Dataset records
# # # # #

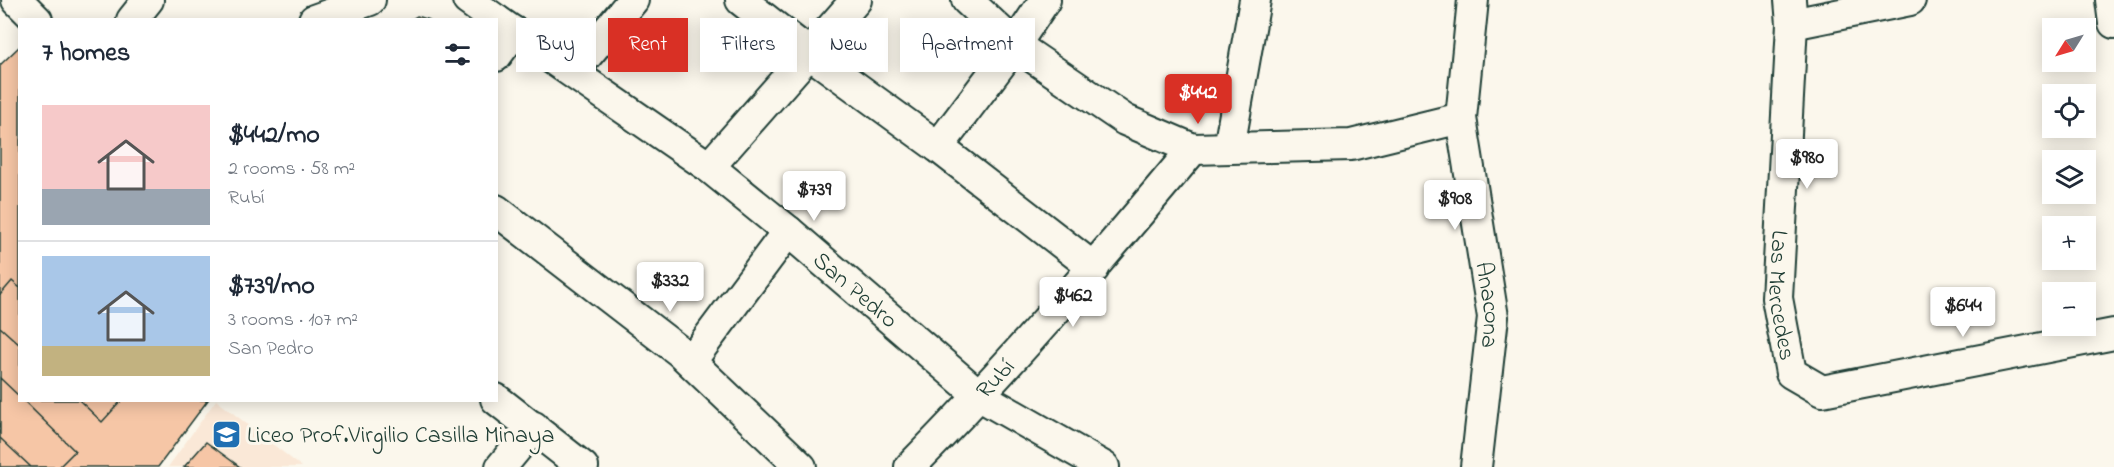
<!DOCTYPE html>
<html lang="en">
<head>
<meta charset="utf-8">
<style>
  body { margin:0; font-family:"Indie Flower",sans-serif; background:#f2f2f3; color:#1f2937; height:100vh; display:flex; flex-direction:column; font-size:22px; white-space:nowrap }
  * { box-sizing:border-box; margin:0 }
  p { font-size:20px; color:#747a83 }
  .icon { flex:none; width:33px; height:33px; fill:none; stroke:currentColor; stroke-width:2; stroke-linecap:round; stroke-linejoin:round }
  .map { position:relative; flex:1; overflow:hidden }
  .side { position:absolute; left:18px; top:18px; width:480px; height:384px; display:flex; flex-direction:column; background:#fff; border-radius:0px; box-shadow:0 3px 15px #0003 }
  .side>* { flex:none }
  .guide { position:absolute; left:516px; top:18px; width:570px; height:54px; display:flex; gap:12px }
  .needle { width:39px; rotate:233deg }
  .tools { position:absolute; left:2042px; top:18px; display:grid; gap:12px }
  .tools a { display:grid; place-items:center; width:54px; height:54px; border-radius:0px; background:#fff; box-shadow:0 3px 15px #0003; font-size:30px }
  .price { position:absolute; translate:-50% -51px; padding:0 14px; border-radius:6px; background:#fff; color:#222; font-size:20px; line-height:39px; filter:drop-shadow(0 2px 3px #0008) }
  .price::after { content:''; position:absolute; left:50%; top:36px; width:18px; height:14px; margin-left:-9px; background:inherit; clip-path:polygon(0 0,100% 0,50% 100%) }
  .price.on { background:#d93025; color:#fff }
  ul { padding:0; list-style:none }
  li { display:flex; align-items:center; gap:18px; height:150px; padding:0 24px }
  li+li { border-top:2px solid #e0e1e3 }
  li span { display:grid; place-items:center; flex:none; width:168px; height:120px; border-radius:0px; color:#555 }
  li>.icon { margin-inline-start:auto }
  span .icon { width:72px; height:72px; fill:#fffc; stroke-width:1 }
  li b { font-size:26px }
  h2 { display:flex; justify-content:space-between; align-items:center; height:72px; padding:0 24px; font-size:26px }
  .chip { padding:0 21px; border-radius:0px; background:#fff; box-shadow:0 3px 15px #0003; font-size:21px; line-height:54px }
  .chip.on { background:#d93025; color:#fff }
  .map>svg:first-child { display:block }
  .built { fill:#fae8d7 }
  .building { fill:#f6c6a6; stroke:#1f3d34; stroke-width:1.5 }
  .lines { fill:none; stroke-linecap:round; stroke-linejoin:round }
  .minor-casing { stroke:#1f3d34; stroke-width:34 }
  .minor { stroke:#fbf7ec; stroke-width:30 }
  .labels { text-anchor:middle; stroke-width:6; stroke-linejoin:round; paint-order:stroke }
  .street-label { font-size:24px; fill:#1f3d34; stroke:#fbf7ec }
  .poi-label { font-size:24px; fill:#1f3d34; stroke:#fbf7ec; text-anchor:start }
</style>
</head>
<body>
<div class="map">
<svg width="2114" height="467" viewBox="0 0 2114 467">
  <rect width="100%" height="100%" fill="#fbf7ec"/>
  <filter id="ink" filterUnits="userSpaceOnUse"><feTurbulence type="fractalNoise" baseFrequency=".0167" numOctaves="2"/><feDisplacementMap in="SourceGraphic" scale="12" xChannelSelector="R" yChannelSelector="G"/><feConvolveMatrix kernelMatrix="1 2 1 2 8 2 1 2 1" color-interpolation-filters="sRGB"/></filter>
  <g filter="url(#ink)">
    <!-- built -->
    <polygon class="built" points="216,400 302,467 168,467"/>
    <!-- building -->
    <g class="building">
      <polygon points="417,16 430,20 410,20"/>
      <polygon points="20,46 20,400 208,400 158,467 0,467 0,65"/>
      <polygon points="12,281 20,288 20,345 0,327 0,295"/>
      <polygon points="0,378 20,397 20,400 23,400 75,451 59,467 31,467 0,438"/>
      <polygon points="79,400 122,400 102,422"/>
      <polygon points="206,442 240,467 184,467"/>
    </g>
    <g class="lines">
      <defs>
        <g id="minor">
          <polyline points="17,0 37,20"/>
          <polyline points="468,0 496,20"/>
          <polyline points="741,0 810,54 938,147 1094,268"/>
          <polyline points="967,0 1015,45 1125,120 1193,149 1351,145 1461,118"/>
          <path id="s1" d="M 1473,0 L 1461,118 L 1493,317 L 1476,467"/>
          <path id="s2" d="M 1790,0 L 1792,24 L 1777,298 L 1791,373 L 1822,391 L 2114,334"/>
          <polyline points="2111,0 2114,23"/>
          <polyline points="132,20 148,0"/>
          <polyline points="314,20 370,0"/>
          <path id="s3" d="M 496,20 L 709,167 L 788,231 L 980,396 L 1104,467"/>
          <polyline points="1792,24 1910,0"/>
          <polyline points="496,56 514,32"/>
          <polyline points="573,72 633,0"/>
          <polyline points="938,147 1015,45 1045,0"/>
          <polyline points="1229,148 1255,0"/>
          <polyline points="709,167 856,0"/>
          <polyline points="496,210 679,351 801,467"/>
          <polyline points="691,361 788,231"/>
          <polyline points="496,399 583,467"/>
          <polyline points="501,467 534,427"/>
          <path id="s4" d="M 910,467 C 1010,366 1102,258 1193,149"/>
        </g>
      </defs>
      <!-- minor casing -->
      <use href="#minor" class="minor-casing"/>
      <!-- minor -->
      <use href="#minor" class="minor"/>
    </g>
  </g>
  <!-- icons -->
  <defs>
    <symbol id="university-square" viewBox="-11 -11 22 22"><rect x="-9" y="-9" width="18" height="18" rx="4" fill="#1f6fb2" stroke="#fbf7ec"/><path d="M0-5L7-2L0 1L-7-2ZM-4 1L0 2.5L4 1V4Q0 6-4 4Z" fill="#fff"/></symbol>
  </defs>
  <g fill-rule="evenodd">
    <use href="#university-square" x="210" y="418" width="33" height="33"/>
  </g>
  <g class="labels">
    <!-- street labels -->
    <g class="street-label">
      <text dy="8" stroke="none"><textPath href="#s3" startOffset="450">San Pedro</textPath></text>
      <text dy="8" stroke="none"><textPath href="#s2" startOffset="296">Las Mercedes</textPath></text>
      <text dy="8" stroke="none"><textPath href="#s1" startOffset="308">Anacona</textPath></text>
      <text dy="8" stroke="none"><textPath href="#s4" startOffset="123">Rubí</textPath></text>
    </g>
    <!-- poi labels -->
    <g class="poi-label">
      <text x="247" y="442">Liceo Prof.Virgilio Casilla Minaya</text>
    </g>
  </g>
</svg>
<div class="tools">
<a><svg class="needle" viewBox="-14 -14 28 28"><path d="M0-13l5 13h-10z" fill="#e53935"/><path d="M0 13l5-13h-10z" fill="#747a83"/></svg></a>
<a><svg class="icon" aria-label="locate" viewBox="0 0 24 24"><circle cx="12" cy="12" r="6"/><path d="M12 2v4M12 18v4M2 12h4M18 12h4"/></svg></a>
<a><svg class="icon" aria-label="layers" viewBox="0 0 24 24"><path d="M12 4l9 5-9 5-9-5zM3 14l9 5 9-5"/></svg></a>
<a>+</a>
<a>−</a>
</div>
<b class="price on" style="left:1198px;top:125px">$442</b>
<b class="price" style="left:1807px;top:190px">$980</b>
<b class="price" style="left:814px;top:222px">$739</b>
<b class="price" style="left:1455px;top:231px">$908</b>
<b class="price" style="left:670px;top:313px">$332</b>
<b class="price" style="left:1073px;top:328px">$462</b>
<b class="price" style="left:1963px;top:338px">$644</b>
<div class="guide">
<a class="chip">Buy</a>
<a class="chip on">Rent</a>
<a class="chip">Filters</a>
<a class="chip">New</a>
<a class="chip">Apartment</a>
</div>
<section class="side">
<h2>7 homes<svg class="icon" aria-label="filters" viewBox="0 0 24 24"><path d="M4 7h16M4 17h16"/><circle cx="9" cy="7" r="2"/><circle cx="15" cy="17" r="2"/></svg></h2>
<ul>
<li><span style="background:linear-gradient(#f6c9c9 70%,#9aa5b1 0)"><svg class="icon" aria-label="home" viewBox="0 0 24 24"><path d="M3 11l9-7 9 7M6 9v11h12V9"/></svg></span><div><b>$442/mo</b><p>2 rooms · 58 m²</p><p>Rubí</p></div></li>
<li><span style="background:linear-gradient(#a9c7e8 75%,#c2b280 0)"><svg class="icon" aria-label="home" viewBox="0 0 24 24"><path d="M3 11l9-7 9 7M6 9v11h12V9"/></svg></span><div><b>$739/mo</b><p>3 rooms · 107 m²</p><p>San Pedro</p></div></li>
</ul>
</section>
</div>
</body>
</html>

# # # # #

## What you are asked to do
Find the lines above that hold "linecap", then copy each of them.

## Result for this task
  .icon { flex:none; width:33px; height:33px; fill:none; stroke:currentColor; stroke-width:2; stroke-linecap:round; stroke-linejoin:round }
  .lines { fill:none; stroke-linecap:round; stroke-linejoin:round }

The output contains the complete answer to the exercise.